After all, one doesn’t have to be particularly observant to see that as consumers, we have found solace in the convenience and accessibility of digital commerce. In 2020 e-commerce reached an all-time high, accounting for 16.5% of global retail sales, and 92% of consumers now claim they intend to stick to e-commerce shopping after COVID-19.
And at the root of these flourishing digital bonds are a growing number of customer-centric tech solutions designed to foster engagement, loyalty, and discovery. From virtual shopping appointments through to augmented reality try-on of 3D assets, what a year ago were quick-thinking agile ideas to mitigate the risk of lost store revenue have become critical long-term strategies embedded into everyday marketing and sales operations.
In recent years, categories such as beauty and homeware have steadily become benchmarks of exemplary innovation in digital commerce — using an alphabet of both established and emerging channels from M (mobile), S (social) to V (virtual) commerce to reach customers. Yet, for a long time, fashion has pigeonholed “digital” as a marketing tool rather than a viable, multi-faceted channel in its own right.

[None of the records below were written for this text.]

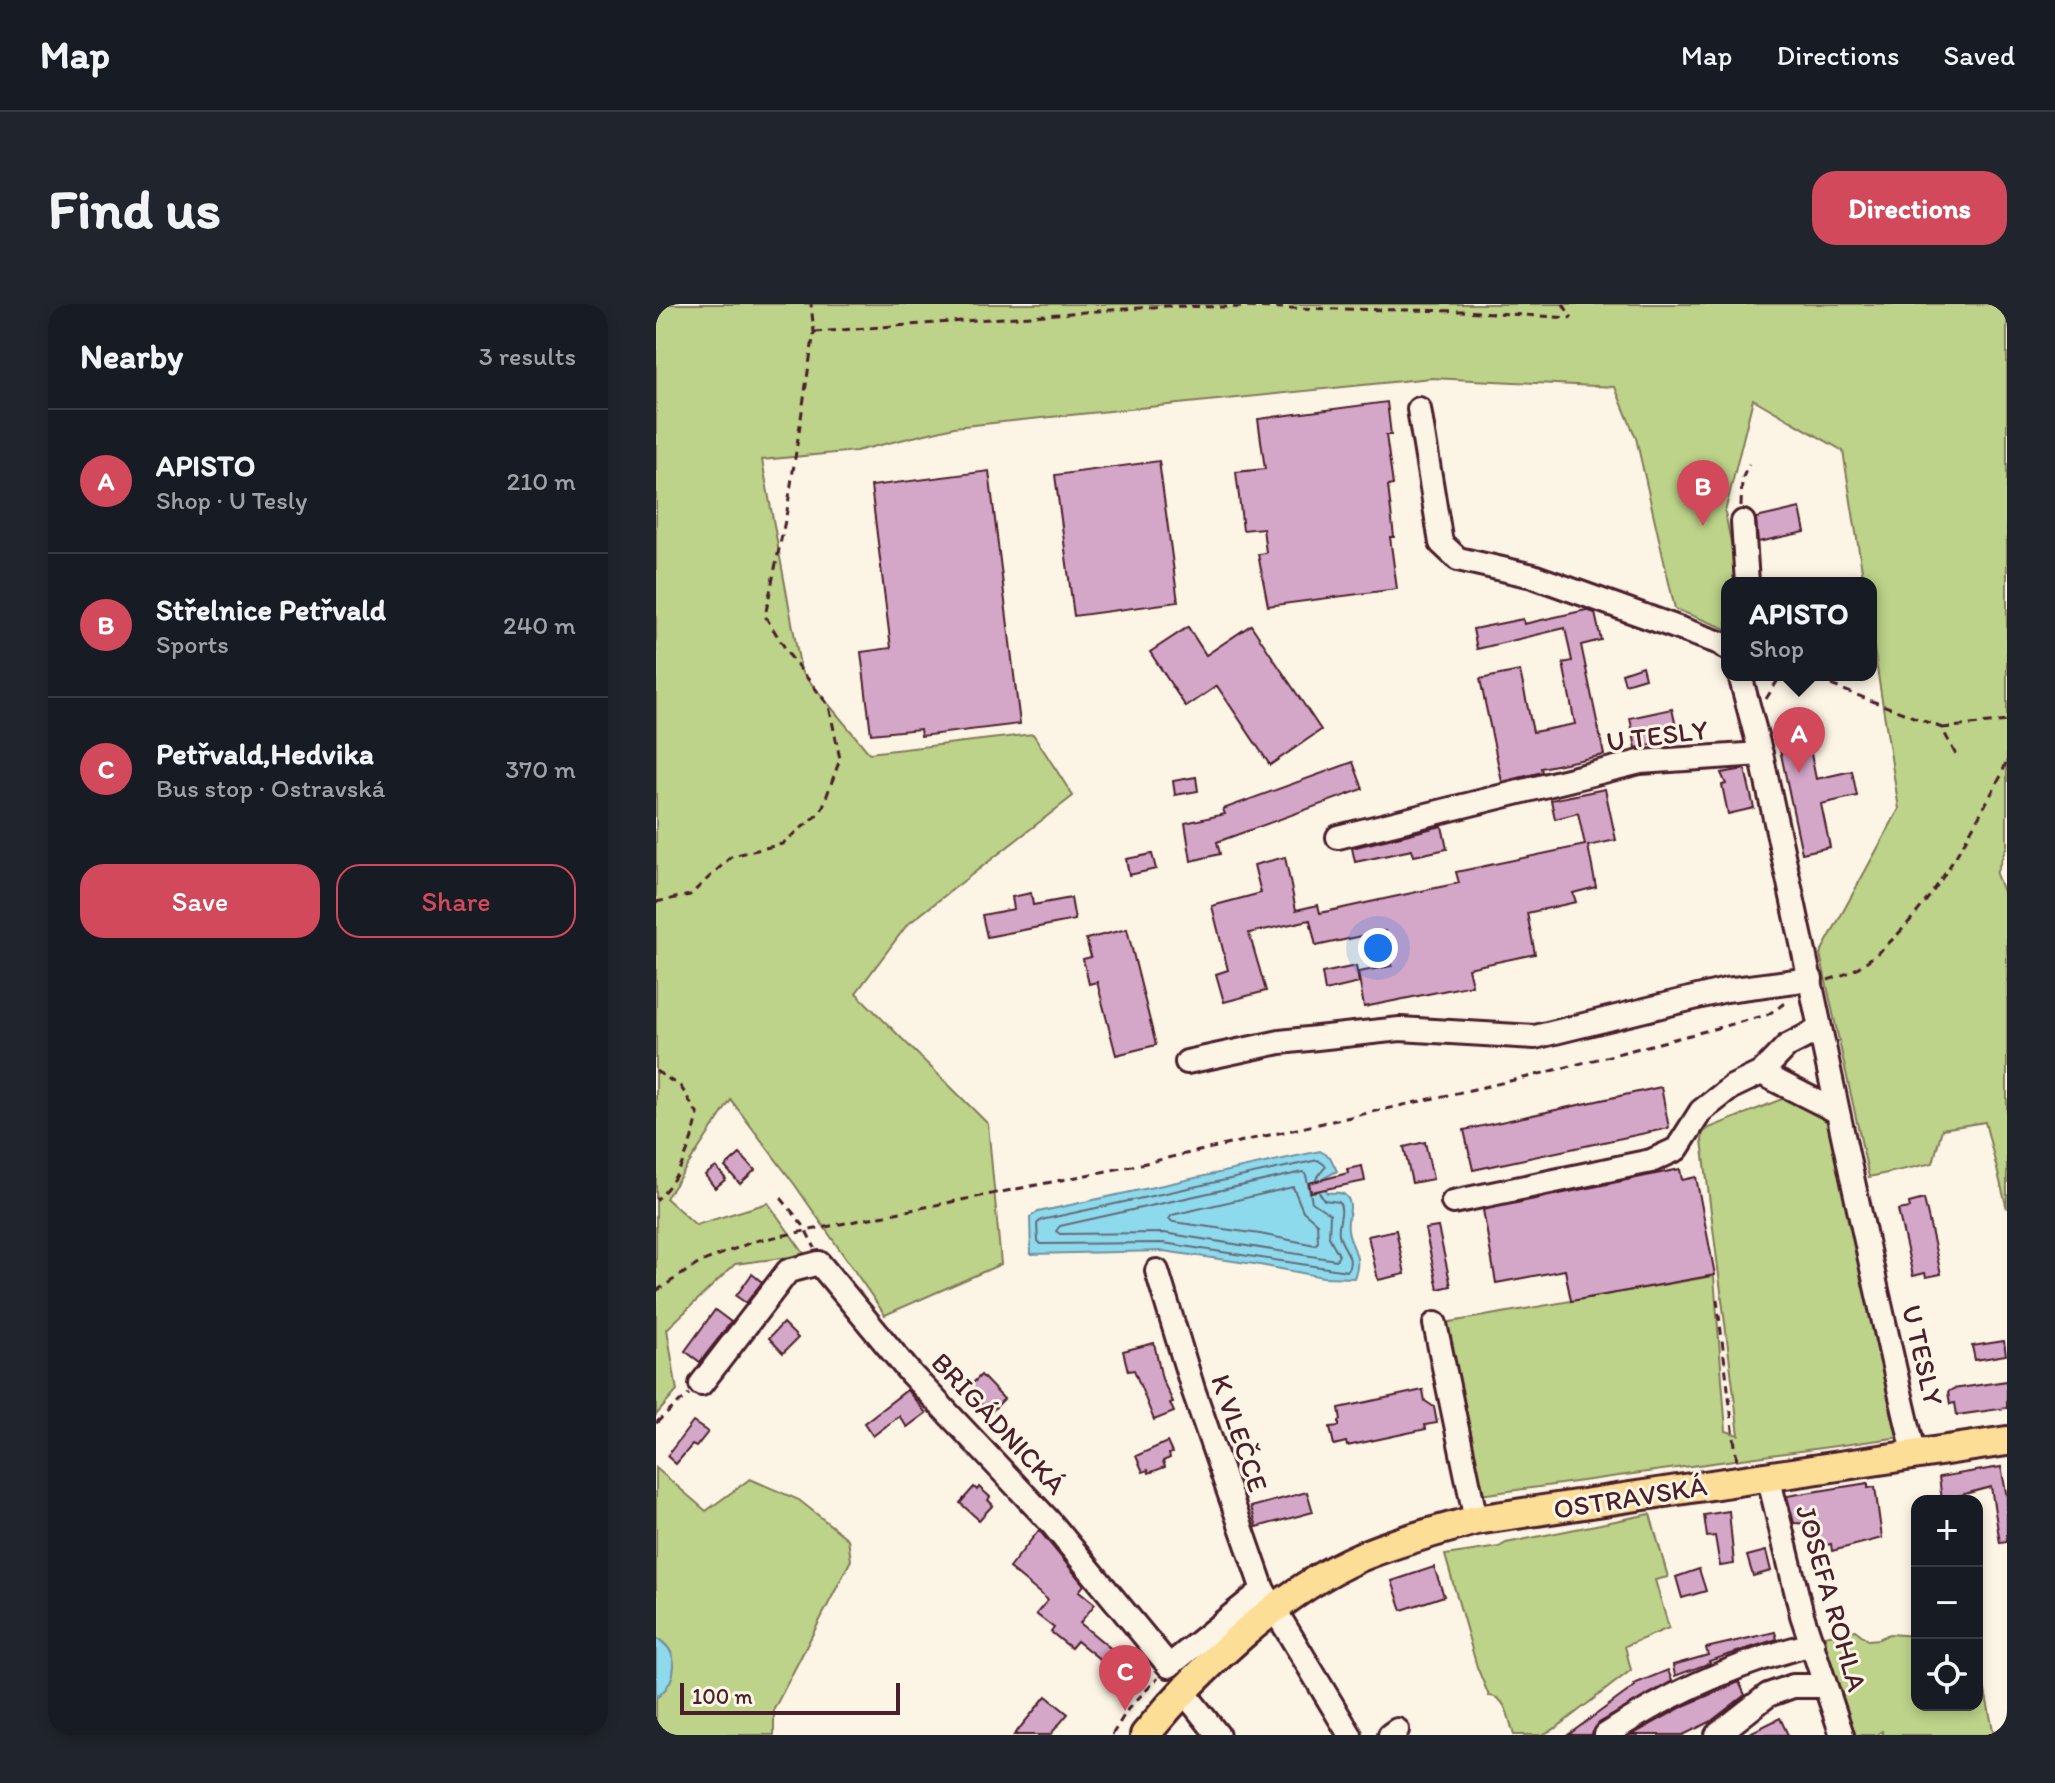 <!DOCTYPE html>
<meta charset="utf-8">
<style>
:root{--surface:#171b24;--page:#20242c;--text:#f1f3f6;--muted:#9ea1a6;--line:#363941;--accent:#d1495b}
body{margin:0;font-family:Itim,sans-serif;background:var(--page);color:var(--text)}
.controls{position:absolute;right:24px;bottom:24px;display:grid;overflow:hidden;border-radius:16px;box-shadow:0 4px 12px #0003}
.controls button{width:72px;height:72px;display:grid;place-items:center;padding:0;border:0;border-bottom:2px solid var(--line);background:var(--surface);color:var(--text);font:40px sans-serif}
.scale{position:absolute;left:24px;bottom:20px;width:220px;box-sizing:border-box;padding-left:8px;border:4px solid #4a1f2b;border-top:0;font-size:22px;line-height:28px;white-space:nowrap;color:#4a1f2b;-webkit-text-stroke:6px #fcf5e5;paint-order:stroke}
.you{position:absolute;left:722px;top:644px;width:28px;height:28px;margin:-20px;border:6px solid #fff;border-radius:50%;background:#1a73e8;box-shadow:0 0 0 12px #1a73e833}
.badge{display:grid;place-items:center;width:52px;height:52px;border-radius:50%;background:var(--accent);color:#fff;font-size:26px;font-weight:700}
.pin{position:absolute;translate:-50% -66px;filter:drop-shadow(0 2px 4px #0008)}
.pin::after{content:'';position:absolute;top:42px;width:28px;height:24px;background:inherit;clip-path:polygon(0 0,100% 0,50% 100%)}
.popup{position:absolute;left:1065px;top:273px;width:156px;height:104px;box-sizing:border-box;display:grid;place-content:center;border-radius:16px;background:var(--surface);filter:drop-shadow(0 2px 6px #0005);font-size:26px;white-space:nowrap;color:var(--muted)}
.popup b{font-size:30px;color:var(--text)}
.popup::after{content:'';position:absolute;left:50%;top:100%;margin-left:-16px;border:16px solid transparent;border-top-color:var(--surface)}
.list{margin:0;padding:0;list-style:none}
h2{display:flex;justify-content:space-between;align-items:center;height:104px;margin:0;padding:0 32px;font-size:34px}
h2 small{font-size:26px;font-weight:400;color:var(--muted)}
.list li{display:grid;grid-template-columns:52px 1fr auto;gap:24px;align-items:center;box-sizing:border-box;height:144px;padding:0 32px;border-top:2px solid var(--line)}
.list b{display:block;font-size:30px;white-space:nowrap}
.list p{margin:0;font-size:26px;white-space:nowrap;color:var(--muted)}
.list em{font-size:26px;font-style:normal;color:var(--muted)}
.actions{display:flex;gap:16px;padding:24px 32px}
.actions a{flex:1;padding:18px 0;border:2px solid var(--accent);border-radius:24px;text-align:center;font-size:28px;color:var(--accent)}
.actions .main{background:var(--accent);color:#fff}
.icon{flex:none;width:44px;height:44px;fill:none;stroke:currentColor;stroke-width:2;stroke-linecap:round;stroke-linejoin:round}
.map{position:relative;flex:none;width:1351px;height:1431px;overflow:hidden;border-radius:24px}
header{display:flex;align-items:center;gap:48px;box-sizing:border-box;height:112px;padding:0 40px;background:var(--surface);border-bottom:2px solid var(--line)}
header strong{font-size:38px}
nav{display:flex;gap:44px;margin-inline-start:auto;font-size:28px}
.intro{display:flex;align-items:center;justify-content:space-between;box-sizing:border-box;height:192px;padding:0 48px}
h1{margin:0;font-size:56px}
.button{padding:20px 36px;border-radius:24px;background:var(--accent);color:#fff;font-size:28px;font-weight:700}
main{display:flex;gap:48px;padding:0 48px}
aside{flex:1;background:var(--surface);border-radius:24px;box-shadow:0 4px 12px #0003}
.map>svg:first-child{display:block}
.green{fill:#bcd389;stroke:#83795a;stroke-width:2}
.water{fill:#8ddaed;stroke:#728f9f;stroke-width:2}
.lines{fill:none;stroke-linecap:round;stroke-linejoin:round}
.shore{stroke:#656a79;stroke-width:2}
.building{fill:#d4a6c8;stroke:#4a1f2b;stroke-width:2}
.minor-casing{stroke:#4a1f2b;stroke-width:28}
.major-casing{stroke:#4a1f2b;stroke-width:34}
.path{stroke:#4a1f2b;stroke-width:3;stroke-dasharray:8 6;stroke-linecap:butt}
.minor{stroke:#fcf5e5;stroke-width:22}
.major{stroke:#fdde96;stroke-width:28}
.labels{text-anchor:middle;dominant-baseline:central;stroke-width:6;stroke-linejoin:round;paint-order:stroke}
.street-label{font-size:28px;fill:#4a1f2b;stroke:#fcf5e5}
</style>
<header>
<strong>Map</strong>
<nav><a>Map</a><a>Directions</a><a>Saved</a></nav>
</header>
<div class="intro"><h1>Find us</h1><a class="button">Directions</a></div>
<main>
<aside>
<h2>Nearby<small>3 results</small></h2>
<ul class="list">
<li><span class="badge">A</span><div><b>APISTO</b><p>Shop · U Tesly</p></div><em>210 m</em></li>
<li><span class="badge">B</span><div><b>Střelnice Petřvald</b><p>Sports</p></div><em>240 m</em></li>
<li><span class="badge">C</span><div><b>Petřvald,Hedvika</b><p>Bus stop · Ostravská</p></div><em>370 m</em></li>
</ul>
<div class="actions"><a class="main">Save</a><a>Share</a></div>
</aside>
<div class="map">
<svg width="1351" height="1431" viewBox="0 0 1351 1431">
<rect width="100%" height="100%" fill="#fcf5e5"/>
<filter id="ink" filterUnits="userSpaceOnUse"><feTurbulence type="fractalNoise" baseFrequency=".0125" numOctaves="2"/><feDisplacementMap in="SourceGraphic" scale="16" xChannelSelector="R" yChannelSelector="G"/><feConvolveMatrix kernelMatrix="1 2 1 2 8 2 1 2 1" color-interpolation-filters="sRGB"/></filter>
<g filter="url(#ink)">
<g class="green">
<path d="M0 0H1351V541L1340 570 1351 598V905L1329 818 1286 825 1277 859 1213 873 1164 650 1243 505 1215 326V279H1208L1187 147 1097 95 1069 208 1083 279H1071V325L1019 305 980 134 959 83 775 74 298 123 200 147 106 156 145 367 213 449 377 430 417 492 251 621 200 689 332 820 345 960 229 1011 139 881 75 796 10 894 40 921 112 899 149 951 79 960 11 1025 21 1087 0 1111Z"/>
<path d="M1126 795C1145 796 1160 803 1174 817L1238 1119 1245 1133 824 1191 788 1019 1058 972 1070 1127 1083 1131 1046 836 1047 829 1053 824Z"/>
<path d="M0 1164 50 1207 94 1175 143 1196 192 1235 195 1256 118 1405V1431H0V1394C21 1378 26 1348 0 1334Z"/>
<path d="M994 1210 1012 1273 999 1276 1013 1324 969 1342 975 1366 900 1424 886 1431H858C853 1417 851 1392 833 1392L821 1363 789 1251 843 1243 850 1239Z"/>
<path d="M1199 1326 1212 1336 1223 1335 1233 1330 1261 1332V1401H1321V1347L1338 1431H1227L1226 1427 1220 1431H1191L1163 1333Z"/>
</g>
<g class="water">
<path d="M664 847 674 853 681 867 668 874 671 889C677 889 686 887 690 892 697 900 693 909 692 917 689 940 709 948 698 974L667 973 598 960 507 947 375 950 374 913 382 908Z"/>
<path d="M0 1334C26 1348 21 1378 0 1394Z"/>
</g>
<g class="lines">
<g class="shore">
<path d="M647 868 650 871 656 898 674 910 673 933 683 951 680 956 508 929 404 930 400 927 404 922Z"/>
<path d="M660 875 670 862 662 856 385 916 381 920 382 937 385 940 507 939 691 967C700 952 685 944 683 930 681 918 689 908 683 898L668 896 663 888"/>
<path d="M637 883 647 907 661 919 662 938 659 941 604 930 517 918 513 915 516 911Z"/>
</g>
</g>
<g class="building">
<path d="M731 98 735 131H730L737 181 732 182 738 233H734L741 285 612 302 602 250 610 249 607 224 587 226 580 168 609 165 602 115Z"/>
<path d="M503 157 522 298 418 312 399 171Z"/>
<path d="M333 167 364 420 265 432 264 425 215 430 205 348 235 344 215 182Z"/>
<path d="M1144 204 1149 228 1102 238 1100 214Z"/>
<path d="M930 306 939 309 945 336 925 341 948 451 885 464 886 468 846 478 824 375 864 367 877 428 919 420 907 359 916 357 909 324 821 345 817 325 867 315 868 320Z"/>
<path d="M595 321 665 426 614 461 561 382 530 403 494 348 532 323 550 351Z"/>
<path d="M986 362 989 374 969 380 966 369Z"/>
<path d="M1016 405 1023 435 980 444 974 414Z"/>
<path d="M1151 430 1160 475 1196 467 1201 492 1165 500 1174 543 1146 549 1122 436Z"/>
<path d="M697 458 707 485 561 538 564 550 535 557 529 519 569 510 567 505Z"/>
<path d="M1089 465 1098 504 1072 510 1066 481 1070 480 1065 469Z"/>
<path d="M540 473 542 487 519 491 517 477Z"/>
<path d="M949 485 960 536 932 542 940 583 917 589 920 598 871 609 879 650 812 664 816 681 708 703 702 668 736 662 729 627 660 642 654 616 593 629 610 687 568 698 560 670 572 666 556 602 605 589 598 561 629 553 640 606 662 601 664 609 728 595 803 579 800 568 929 541 922 509 899 515 895 496Z"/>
<path d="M786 522 791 545 758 552 756 546 699 558 696 544Z"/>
<path d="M496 550 500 565 473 571 470 555Z"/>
<path d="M375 589 377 601 415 594 419 616 331 633 326 611 358 605 356 593Z"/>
<path d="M471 625 500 741 460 751 441 678 433 680 427 655 435 653 430 635Z"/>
<path d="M700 662 703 679 669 687 666 669Z"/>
<path d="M1005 783 1013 824 817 866 808 826Z"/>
<path d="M769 838 777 875 756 879 748 843Z"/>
<path d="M84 850 99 866 84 880 69 863Z"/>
<path d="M706 862 709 877 655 888 653 879 692 869 691 865Z"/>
<path d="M60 863 70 875 59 884 49 871Z"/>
<path d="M1024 865 1026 876 1040 873 1059 971 915 997 909 966 840 979 827 906Z"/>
<path d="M1268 895 1285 970 1270 973 1269 969 1257 972 1242 906 1254 904 1253 899Z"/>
<path d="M782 923 795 982 782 985 769 925Z"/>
<path d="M740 926 749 970 722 976 712 932Z"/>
<path d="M96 970 106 978 90 999 80 992Z"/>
<path d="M59 1006 75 1018 44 1058 29 1047Z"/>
<path d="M127 1019 142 1034 127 1049 113 1034Z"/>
<path d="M1348 1037 1350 1051 1319 1056 1316 1042Z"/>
<path d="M498 1039 506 1075 517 1098 514 1099 518 1108 498 1116 478 1066 472 1067 467 1047Z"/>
<path d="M325 1071 348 1095 334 1109 310 1086Z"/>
<path d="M1351 1077V1104L1301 1111 1299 1099 1294 1100 1292 1088 1297 1085Z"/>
<path d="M251 1086 270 1109 251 1123 243 1112 217 1132 208 1119Z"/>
<path d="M767 1086 769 1097 778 1103 781 1119 769 1121 770 1125 691 1142 690 1138 678 1141 674 1123 683 1122V1117L685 1116 683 1104Z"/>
<path d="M37 1118 52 1128 40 1143 36 1141 20 1160 11 1152Z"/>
<path d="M511 1138 516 1149 513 1150 514 1154 507 1157 509 1163 493 1169 492 1166 487 1168 480 1152Z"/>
<path d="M1345 1163 1351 1193V1238L1344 1239 1335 1183 1286 1196 1283 1173Z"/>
<path d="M1212 1179V1184L1219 1183 1226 1234 1176 1247 1175 1240 1160 1243 1156 1220 1138 1219 1131 1192Z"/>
<path d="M318 1183 321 1186 323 1183 334 1193 332 1196 337 1201 323 1216 304 1199Z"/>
<path d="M651 1188 657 1208 601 1223 595 1203Z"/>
<path d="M1073 1207 1078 1260 1064 1262 1059 1232 1051 1233 1048 1211Z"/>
<path d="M383 1226 428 1281 423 1287 439 1300 424 1319 465 1353 456 1365 421 1337 415 1344 395 1328 398 1324 380 1310 392 1296 353 1264Z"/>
<path d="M1110 1247 1115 1267 1097 1272 1091 1252Z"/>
<path d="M778 1263 788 1292 746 1306 736 1277Z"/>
<path d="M1043 1265 1050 1287 1026 1294 1020 1273Z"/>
<path d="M1119 1328 1121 1335 1053 1357 1054 1359 1019 1372 1017 1361 1052 1351 1050 1344Z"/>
<path d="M1012 1366 1016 1377 943 1419 935 1431H912L979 1382 978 1380Z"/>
<path d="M1083 1378 1089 1391 1054 1418 1027 1431H976L1030 1401Z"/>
<path d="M390 1392 412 1410 394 1431H358Z"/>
<path d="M1124 1414 1132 1431H1090Z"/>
</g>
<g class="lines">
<defs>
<g id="minor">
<path d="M763 105 785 239 802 255 877 272 1064 339 1071 344"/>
<path d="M1087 218 1091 279"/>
<path d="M1084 371 1105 450"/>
<path d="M682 533 984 458 1105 450C1157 684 1203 919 1259 1152"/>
<path d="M531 758 624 738 744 725 879 733 1070 686 1155 675"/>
<path d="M1105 769 1180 807"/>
<path d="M797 898 995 857 1021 845 1045 807 1076 783 1105 769 1131 742 1162 726"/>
<path d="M501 967 537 1085 607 1286 694 1431"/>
<path d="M779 1020 820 1216"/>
<path d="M45 1080 132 967 163 959 255 1070 396 1220 513 1362 607 1286"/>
<path d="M1112 1172 1146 1311 1186 1431"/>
<path d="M527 1387 562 1431"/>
<path d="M734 1431 741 1426"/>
<path d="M950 1431C1014 1389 1082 1358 1157 1340"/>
<path d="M1061 1431 1112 1391 1137 1382H1169"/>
</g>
<path id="major" d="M489 1431C543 1365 625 1287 704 1253 741 1237 782 1227 820 1216L1351 1137"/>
</defs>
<use href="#minor" class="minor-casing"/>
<use href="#major" class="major-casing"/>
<g class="path">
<path d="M907 0 916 14"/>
<path d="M158 28 510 2 806 7 916 14"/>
<path d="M1085 202 1086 175 1093 160"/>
<path d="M1149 371 1286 424 1302 455"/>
<path d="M1110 395 1125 371"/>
<path d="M1286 424 1351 417"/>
<path d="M0 598 34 591 76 552 126 540 165 508 184 455 173 402 134 352 109 312 131 207 158 28 155 0"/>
<path d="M1172 676C1182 672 1193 670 1201 664 1268 621 1309 537 1346 470L1351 455"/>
<path d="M0 767 25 783 42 811C35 842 24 874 0 896"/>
<path d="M125 894 147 921 159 944"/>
<path d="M0 987 45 958 99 937 476 862 872 773 1111 711 1134 696"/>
<path d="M1061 995 1081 1158"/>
<path d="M0 1119 33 1090"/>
<path d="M456 1431 472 1405 502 1374"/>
</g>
<use href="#minor" class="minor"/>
<use href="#major" class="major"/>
</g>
</g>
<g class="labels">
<g class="street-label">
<text transform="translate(1001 431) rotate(-7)">U TESLY</text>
<text transform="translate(1267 1051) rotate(77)">U TESLY</text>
<text transform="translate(343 1119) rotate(47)">BRIGÁDNICKÁ</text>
<text transform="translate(584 1129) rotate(71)">K VLEČCE</text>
<text transform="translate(974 1193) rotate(-9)">OSTRAVSKÁ</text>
<text transform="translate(1176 1294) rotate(74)">JOSEFA ROHLA</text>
</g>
</g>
</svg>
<div class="controls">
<button>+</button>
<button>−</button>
<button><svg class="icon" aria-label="locate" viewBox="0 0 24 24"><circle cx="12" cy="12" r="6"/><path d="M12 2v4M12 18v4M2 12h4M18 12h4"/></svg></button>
</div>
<div class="scale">100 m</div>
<div class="you"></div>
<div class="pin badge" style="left:1143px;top:469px">A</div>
<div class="popup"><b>APISTO</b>Shop</div>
<div class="pin badge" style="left:1047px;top:222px">B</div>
<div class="pin badge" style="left:469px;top:1407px">C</div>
</div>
</main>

For heritage brands, such as Chanel (who still resist selling clothing online) and Bottega Veneta (who recently deleted all their social media accounts), their brand cachet has always been enough to draw customers into stores. But as business models, consumer culture, and the fashion calendar all simultaneously evolve, for many fashion retailers who aren’t afforded such status, focusing entirely on brick-and-mortar is not a realistic option in today’s market.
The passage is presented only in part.